Imagine if anybody could store data on a network that’s never down, always serves the files you need, and can’t get hacked.
Now imagine you could access that network on-demand with no subscription fees, perfect privacy, and opportunities to monetize your unused storage capacity, services, and content you create with your files.
Today’s data platforms can't do that. They're great, but they all require a trade-off.
With cloud storage like AWS, you never own your data or any storage and networking equipment. While you save on infrastructure costs, you lose control over your data and your costs never go down, only up.
You can solve that problem with your own data centers or equipment, but that costs a lot of money upfront, plus you have to pay ongoing operating costs. It also puts all of the security risks on you. While your costs go down over time, you’ll give back those savings when you inevitably have to upgrade your equipment.
Distributed data storage platforms solve this problem.
You get ownership of your data and perpetual access to the infrastructure you need to store, secure, update, and distribute that data. When you buy and stake a token, you get a share of the bandwidth and storage capacity of the platform. You might even recoup your costs if the token’s price goes up or your data needs go down. You can sell your tokens or change the terms and price of your storage allocation as conditions change.
On the flip side, you can sell or lend your storage and networking equipment to the platform. Think of it like Uber or Airbnb for data storage.
Unlike Uber or Airbnb, you never have to worry about the platform going out of business, changing its fees without your permission, or forcing/keeping you from doing business with anybody who patches into the protocol.
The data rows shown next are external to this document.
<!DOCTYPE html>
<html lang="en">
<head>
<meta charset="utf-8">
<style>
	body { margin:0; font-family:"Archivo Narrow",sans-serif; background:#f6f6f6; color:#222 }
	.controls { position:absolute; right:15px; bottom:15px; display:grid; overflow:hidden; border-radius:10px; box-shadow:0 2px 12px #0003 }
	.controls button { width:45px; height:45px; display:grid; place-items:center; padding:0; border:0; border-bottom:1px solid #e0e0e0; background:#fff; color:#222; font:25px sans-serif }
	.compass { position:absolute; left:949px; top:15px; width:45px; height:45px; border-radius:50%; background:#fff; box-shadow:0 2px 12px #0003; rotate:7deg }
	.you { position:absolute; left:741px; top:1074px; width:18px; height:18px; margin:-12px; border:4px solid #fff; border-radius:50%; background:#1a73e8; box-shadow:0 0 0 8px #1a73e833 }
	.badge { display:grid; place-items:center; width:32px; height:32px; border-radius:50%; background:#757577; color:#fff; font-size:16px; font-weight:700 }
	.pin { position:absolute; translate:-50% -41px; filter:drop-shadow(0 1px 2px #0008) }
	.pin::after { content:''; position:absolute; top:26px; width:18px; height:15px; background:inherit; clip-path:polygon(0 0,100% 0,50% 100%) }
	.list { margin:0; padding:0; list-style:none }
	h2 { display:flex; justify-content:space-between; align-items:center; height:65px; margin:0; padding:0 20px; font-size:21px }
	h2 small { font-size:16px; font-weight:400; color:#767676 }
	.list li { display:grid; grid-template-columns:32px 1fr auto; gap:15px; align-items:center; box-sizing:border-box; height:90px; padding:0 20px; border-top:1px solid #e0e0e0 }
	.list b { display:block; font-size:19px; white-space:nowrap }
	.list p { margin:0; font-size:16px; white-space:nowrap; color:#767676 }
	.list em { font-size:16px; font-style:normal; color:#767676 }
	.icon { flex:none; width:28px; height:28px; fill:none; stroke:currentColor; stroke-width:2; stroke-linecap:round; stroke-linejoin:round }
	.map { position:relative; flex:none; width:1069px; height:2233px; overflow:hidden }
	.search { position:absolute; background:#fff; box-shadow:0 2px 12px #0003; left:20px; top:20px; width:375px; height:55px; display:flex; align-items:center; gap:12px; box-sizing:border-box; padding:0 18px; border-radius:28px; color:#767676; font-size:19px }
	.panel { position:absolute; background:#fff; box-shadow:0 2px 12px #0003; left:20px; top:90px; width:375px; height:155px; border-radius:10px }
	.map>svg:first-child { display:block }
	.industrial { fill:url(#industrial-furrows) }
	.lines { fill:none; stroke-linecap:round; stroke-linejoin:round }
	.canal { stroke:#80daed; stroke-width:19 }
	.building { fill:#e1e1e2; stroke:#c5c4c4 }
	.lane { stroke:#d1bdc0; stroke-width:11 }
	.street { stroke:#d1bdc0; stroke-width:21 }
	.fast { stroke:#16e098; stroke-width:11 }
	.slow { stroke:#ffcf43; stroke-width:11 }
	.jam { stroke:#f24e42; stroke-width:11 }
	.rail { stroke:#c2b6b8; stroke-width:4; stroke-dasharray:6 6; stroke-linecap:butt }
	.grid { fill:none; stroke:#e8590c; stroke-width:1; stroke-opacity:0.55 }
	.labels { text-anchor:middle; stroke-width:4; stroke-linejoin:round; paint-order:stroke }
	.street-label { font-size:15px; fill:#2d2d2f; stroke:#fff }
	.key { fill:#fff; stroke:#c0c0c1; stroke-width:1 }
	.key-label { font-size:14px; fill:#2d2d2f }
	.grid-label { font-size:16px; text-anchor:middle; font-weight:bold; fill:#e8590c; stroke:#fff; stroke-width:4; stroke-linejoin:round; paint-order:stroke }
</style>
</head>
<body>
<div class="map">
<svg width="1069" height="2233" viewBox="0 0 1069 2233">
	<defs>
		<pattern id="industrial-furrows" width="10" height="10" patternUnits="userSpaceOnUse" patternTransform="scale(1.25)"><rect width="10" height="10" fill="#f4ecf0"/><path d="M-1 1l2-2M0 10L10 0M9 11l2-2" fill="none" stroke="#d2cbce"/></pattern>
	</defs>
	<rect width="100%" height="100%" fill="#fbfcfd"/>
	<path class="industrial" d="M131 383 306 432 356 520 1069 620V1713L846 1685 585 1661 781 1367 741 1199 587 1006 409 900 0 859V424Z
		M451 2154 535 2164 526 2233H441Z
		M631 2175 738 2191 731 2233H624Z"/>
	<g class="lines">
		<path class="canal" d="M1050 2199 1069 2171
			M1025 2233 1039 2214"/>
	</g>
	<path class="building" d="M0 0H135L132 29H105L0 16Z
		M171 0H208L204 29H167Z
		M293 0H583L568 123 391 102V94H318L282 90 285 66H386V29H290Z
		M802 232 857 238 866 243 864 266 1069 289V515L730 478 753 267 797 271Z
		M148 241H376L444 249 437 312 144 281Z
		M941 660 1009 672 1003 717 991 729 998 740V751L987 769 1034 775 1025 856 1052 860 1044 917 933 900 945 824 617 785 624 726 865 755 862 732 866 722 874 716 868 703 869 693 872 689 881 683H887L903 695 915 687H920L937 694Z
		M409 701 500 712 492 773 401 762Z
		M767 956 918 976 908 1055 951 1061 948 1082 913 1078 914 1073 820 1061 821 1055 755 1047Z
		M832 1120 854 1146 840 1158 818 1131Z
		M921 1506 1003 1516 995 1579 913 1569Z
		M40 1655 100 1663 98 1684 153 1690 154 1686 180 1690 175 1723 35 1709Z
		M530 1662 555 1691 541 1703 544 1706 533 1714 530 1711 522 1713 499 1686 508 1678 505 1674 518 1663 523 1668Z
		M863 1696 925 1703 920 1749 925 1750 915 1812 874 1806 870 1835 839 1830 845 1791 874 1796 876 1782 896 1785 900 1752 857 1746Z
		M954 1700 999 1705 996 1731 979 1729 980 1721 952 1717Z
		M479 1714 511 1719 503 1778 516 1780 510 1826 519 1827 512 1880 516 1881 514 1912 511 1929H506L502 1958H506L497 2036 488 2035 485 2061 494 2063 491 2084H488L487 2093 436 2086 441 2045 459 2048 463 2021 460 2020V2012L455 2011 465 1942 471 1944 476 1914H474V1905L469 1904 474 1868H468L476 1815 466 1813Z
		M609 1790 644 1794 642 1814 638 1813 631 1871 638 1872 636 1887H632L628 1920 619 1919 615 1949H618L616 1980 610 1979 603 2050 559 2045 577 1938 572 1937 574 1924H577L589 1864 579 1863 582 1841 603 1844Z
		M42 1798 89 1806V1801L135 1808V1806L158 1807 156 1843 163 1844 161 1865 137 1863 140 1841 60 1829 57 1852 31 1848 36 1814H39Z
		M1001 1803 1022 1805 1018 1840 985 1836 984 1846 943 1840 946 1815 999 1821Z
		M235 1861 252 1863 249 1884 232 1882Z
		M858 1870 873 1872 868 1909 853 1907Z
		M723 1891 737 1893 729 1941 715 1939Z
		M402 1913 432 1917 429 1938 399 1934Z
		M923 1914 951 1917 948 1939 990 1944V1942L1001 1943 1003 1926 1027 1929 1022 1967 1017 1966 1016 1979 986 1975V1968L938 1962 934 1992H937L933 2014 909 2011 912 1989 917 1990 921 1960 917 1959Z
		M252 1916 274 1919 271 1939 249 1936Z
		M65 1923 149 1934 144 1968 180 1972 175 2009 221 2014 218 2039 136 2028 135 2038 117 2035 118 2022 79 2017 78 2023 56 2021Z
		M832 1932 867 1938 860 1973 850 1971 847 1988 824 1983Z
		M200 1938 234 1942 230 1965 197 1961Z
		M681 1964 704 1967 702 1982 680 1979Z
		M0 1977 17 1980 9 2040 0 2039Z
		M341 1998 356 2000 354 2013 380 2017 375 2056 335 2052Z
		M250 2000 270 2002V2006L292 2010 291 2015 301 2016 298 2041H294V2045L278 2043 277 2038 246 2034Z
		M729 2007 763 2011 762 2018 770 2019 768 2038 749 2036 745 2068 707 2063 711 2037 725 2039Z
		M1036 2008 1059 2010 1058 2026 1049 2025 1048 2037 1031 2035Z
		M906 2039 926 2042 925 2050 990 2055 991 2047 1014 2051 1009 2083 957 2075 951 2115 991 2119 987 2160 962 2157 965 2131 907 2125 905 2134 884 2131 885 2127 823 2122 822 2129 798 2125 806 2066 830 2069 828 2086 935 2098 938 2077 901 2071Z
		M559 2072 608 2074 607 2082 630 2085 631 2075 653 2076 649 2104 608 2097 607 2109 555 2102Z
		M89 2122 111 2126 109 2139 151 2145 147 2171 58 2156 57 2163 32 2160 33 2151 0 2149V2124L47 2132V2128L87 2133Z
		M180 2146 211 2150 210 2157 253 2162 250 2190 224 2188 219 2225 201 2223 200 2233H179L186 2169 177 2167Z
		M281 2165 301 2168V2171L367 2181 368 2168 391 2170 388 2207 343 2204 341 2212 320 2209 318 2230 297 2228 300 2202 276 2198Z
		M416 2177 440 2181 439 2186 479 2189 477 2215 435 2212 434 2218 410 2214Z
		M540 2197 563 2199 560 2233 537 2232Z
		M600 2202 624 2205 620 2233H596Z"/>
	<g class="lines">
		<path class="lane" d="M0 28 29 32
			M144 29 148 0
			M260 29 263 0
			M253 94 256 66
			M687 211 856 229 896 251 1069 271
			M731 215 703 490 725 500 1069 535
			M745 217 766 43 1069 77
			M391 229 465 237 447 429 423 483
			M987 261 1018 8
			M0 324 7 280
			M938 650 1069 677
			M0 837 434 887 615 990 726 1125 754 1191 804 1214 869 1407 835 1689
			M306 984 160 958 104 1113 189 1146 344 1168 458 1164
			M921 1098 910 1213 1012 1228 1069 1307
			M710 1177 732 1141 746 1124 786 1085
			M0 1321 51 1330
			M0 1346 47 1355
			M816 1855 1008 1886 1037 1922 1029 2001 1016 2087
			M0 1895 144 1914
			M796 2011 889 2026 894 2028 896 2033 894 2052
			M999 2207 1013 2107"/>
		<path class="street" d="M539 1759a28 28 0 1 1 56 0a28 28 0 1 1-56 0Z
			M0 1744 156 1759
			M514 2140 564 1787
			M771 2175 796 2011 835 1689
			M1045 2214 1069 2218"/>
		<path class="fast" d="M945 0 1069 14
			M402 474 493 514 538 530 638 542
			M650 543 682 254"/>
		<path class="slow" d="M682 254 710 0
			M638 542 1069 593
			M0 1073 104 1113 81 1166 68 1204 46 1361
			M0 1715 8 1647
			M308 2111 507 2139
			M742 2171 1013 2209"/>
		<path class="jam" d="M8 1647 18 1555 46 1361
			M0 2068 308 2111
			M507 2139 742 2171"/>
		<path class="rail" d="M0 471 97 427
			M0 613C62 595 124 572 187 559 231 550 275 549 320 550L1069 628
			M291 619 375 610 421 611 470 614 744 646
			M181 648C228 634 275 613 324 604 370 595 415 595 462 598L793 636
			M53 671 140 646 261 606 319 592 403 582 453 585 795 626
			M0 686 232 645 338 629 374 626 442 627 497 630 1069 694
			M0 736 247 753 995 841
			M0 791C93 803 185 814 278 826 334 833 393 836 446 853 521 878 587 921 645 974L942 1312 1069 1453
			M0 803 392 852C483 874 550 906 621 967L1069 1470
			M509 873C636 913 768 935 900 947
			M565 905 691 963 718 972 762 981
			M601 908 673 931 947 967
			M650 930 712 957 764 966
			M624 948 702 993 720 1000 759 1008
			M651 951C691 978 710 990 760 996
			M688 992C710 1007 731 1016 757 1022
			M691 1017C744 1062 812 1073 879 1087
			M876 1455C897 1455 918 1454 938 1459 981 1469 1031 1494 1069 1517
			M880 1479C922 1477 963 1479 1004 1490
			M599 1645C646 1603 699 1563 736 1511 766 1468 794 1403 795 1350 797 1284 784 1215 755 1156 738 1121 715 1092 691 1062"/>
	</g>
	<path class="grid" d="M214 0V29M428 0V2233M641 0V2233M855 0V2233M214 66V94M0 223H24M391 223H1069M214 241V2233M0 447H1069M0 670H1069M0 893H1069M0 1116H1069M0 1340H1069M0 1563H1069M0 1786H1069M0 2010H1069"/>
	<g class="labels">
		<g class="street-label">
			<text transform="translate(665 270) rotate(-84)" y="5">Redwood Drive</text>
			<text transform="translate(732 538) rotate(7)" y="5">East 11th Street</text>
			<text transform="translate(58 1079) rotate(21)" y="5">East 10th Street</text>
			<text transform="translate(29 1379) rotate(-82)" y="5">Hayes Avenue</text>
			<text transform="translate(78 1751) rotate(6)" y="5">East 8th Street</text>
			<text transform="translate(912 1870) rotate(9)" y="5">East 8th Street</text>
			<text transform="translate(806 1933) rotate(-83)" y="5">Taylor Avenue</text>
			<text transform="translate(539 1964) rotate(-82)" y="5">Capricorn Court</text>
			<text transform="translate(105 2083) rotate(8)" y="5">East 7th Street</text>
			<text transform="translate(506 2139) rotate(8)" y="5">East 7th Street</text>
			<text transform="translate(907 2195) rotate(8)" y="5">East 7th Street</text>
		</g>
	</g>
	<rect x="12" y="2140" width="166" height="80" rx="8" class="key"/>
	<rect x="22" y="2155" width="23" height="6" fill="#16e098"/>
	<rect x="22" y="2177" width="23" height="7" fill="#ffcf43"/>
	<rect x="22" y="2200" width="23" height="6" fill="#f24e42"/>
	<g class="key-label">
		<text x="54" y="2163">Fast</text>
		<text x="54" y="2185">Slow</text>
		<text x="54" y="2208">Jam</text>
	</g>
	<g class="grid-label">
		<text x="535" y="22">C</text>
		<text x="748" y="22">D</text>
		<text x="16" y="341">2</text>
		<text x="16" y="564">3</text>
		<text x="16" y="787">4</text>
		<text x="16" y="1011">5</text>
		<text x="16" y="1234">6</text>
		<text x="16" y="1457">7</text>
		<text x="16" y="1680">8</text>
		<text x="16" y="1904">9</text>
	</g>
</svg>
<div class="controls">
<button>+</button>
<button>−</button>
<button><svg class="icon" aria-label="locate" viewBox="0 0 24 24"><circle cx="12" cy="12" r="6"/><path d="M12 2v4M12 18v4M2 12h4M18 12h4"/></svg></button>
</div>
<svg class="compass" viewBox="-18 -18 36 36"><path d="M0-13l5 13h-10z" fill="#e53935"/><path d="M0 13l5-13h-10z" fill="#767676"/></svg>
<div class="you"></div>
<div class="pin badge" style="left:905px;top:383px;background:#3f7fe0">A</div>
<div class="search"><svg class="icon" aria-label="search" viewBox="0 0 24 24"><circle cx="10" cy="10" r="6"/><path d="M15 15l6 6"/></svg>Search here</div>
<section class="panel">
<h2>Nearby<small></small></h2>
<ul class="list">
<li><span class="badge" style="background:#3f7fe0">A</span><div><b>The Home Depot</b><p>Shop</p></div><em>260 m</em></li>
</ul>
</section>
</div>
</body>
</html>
You can add or change providers as needed to increase distribution, resiliency, and performance. Or, save money with a lower-cost storage provider competing for your data—all without leaving the platform or relocating your data.
You get tremendous flexibility without the tradeoffs mentioned above.
In fact, both Web 2.0 and Web 3.0 may end up being a bunch of platforms built on distributed data storage networks, where the networks feed data and content into APIs, smart contracts, and L2 protocols that share and monetize that data.
Several projects are working on tokenized solutions. For example, Filecoin, Arweave, STORJ, Sia, and others.
Today's project takes a different approach than they do, with architecture that is hard to replicate and a structure that complies with GDPR regulations. It’s much smaller than those other platforms and early tests suggest it has superior speed, incentives, and network effects.
After five years of development, including input and testing from Fortune 100 companies, you have to assume the project has a strong technical foundation. It also plays in a space that could see huge growth.